DUKUNG PENDIDIKAN BERKUALITAS DAN KELEMBAGAAN TANGGUH, MAHASISWA PK UNY TERAPKAN DEEP LEARNING PADA PEMBELAJARAN PENDIDIKAN PANCASILA KELAS IV SD NEGERI BACIRO

YOGYAKARTA - Dalam upaya mendukung ketercapaian Sustainable Development Goals (SDGs) Tujuan ke-4 yaitu Pendidikan Berkualitas (Quality Education) serta Tujuan ke-16 tentang Perdamaian, Keadilan, dan Kelembagaan yang Tangguh, mahasiswa Praktik Kependidikan (PK), Haidar Shofwan Al Fayiz Putra Wijaya, menghadirkan pembelajaran Pendidikan Pancasila berbasis Pembelajaran Mendalam (Deep Learning) untuk siswa kelas IV di SD Negeri Baciro pada Senin, 10 Agustus 2026.

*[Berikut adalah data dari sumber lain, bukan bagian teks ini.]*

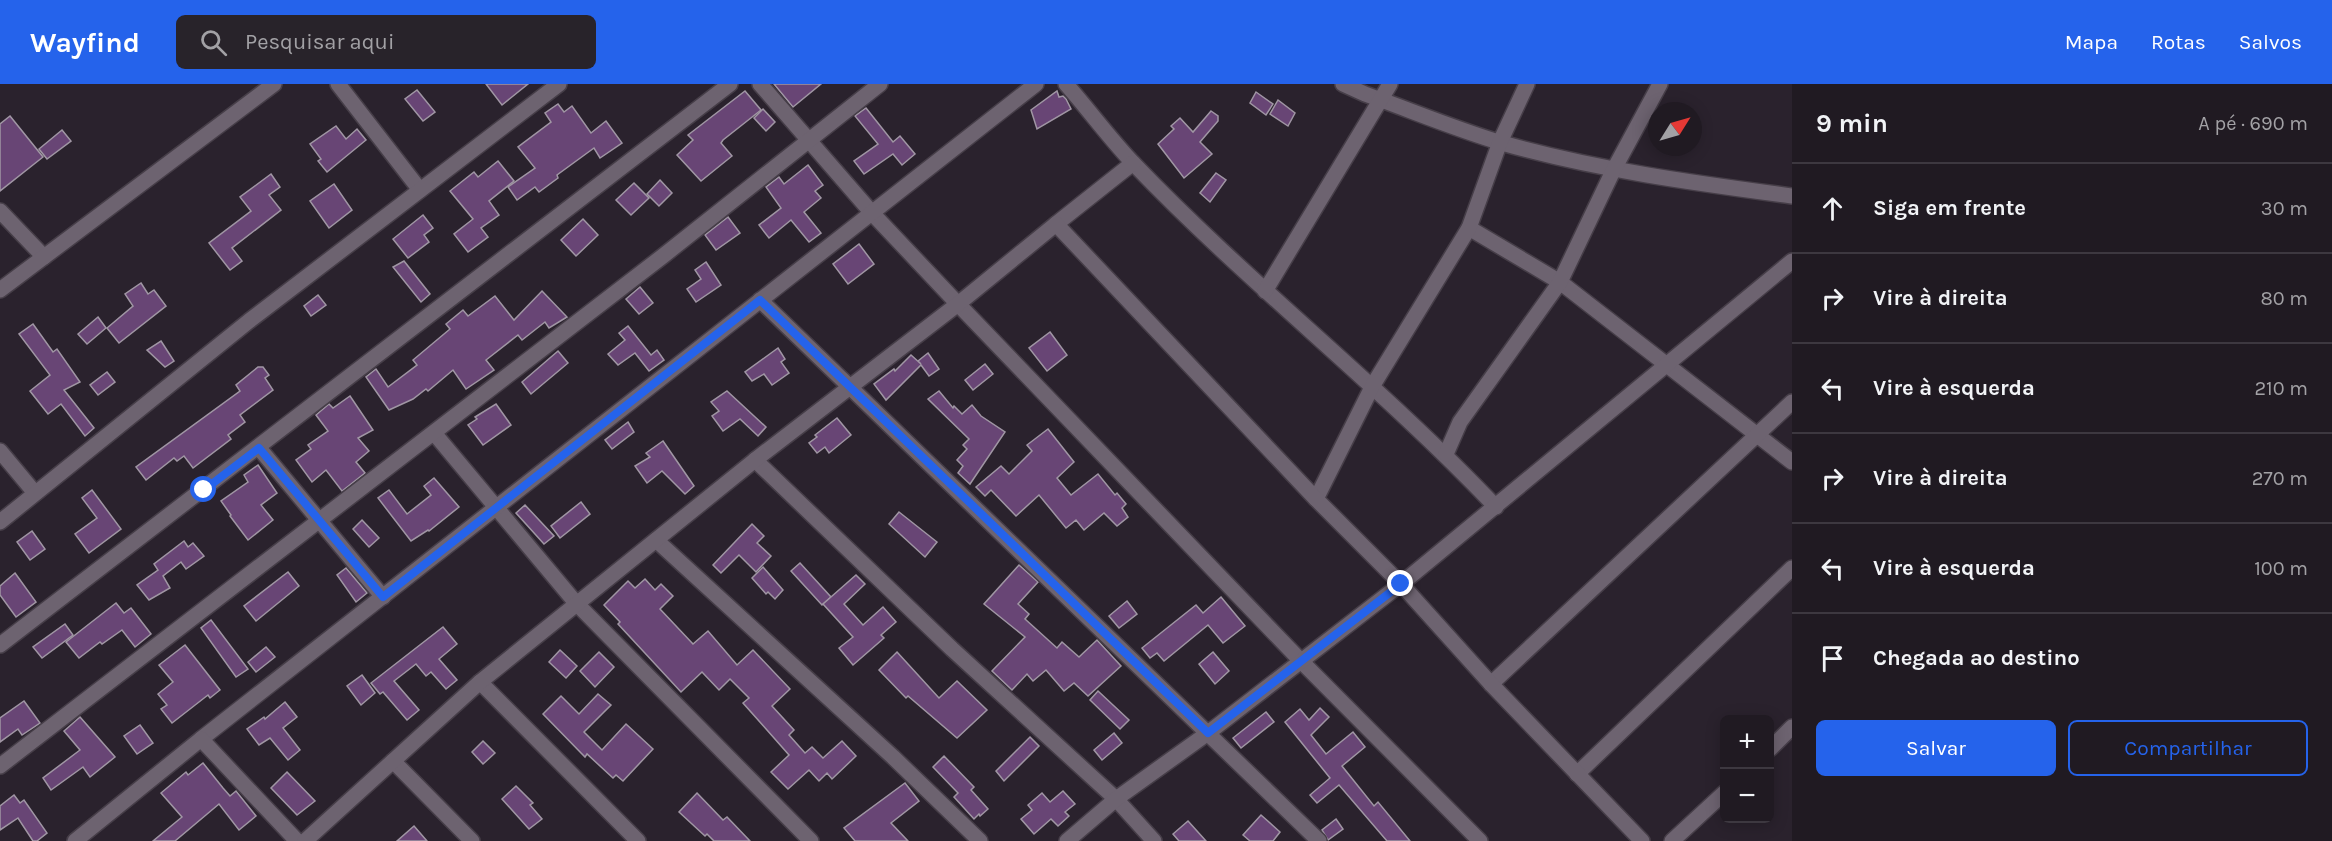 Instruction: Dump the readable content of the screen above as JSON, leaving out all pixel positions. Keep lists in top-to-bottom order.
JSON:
{
  "north": "top right",
  "page": {
    "header": "Wayfind",
    "search": "Pesquisar aqui",
    "nav": ["Mapa", "Rotas", "Salvos"],
    "heading": ["9 min", "A pé · 690 m"],
    "list": [
      ["Siga em frente", "30 m"],
      ["Vire à direita", "80 m"],
      ["Vire à esquerda", "210 m"],
      ["Vire à direita", "270 m"],
      ["Vire à esquerda", "100 m"],
      "Chegada ao destino"
    ],
    "buttons": ["Salvar", "Compartilhar"],
    "map_buttons": ["+", "−"]
  }
}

Mengangkat topik "Aku Anak Disiplin" pada elemen Undang-Undang Dasar Negara Republik Indonesia, pembelajaran yang dikemas melalui praktik pedagogis Project Based Learning ini dirancang untuk menanamkan kesadaran akan pentingnya aturan sejak usia dini, sekaligus membekali siswa dengan pemahaman bahwa ketaatan pada aturan adalah fondasi kehidupan yang tertib, aman, dan adil bagi semua.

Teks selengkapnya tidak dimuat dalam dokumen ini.